- Instructions to follow
Which lines hold the word "Crescent"? Copy each of them from the material.

- The input
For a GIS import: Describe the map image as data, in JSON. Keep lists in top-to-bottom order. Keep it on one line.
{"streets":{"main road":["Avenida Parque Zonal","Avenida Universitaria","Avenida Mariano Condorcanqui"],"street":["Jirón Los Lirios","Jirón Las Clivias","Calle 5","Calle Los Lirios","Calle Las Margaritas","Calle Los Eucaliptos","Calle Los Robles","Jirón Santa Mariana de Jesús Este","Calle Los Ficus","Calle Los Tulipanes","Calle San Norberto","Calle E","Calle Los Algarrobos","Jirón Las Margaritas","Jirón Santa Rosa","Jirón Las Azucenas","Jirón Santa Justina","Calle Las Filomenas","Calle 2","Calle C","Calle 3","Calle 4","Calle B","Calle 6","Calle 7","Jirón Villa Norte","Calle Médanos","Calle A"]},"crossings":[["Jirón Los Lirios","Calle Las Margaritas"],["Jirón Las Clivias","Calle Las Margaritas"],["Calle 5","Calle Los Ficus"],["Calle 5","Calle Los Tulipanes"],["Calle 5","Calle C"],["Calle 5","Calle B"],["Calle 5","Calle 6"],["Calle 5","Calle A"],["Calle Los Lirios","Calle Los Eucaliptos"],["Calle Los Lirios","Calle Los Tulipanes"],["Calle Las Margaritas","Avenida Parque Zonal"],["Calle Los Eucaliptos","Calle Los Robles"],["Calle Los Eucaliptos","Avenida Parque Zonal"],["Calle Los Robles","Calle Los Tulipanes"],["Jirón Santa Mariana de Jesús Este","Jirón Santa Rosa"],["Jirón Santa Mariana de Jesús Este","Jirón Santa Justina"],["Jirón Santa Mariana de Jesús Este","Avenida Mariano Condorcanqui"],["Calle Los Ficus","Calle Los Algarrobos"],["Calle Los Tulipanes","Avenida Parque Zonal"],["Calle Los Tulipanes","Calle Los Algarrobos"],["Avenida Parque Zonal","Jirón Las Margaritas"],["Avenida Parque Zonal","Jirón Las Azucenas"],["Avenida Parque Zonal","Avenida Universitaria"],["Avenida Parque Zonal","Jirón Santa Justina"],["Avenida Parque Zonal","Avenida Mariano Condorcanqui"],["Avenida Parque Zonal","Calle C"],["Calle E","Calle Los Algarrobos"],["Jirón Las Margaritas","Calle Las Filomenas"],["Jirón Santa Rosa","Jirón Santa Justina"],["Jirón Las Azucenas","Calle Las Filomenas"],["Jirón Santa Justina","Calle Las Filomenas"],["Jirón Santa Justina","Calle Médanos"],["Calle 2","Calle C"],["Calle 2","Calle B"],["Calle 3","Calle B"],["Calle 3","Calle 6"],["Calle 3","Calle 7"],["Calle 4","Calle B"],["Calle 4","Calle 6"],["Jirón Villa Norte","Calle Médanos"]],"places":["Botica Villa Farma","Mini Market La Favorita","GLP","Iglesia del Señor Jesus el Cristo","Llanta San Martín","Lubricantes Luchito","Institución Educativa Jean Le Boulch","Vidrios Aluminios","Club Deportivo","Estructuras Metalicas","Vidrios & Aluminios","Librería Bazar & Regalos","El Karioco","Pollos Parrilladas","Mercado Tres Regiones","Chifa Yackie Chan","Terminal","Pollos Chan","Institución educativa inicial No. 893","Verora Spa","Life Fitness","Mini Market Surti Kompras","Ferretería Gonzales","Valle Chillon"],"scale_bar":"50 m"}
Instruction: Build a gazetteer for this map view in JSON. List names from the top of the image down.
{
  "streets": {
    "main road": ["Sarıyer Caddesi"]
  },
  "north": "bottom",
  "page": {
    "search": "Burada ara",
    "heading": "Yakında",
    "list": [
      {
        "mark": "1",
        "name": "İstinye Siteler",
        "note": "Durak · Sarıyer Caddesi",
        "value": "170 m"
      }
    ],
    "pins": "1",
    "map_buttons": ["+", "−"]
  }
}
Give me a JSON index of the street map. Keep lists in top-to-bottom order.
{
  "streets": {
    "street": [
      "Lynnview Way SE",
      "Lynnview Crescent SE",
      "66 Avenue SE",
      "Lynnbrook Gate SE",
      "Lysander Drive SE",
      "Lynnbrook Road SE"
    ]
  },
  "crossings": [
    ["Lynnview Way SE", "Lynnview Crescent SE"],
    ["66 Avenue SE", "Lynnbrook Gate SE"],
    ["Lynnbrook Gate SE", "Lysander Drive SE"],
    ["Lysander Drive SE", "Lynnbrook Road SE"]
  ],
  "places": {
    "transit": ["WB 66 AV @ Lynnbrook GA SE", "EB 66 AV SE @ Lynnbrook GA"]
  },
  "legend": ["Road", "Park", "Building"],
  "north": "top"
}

- The answer
      "Lynnview Crescent SE",
    ["Lynnview Way SE", "Lynnview Crescent SE"],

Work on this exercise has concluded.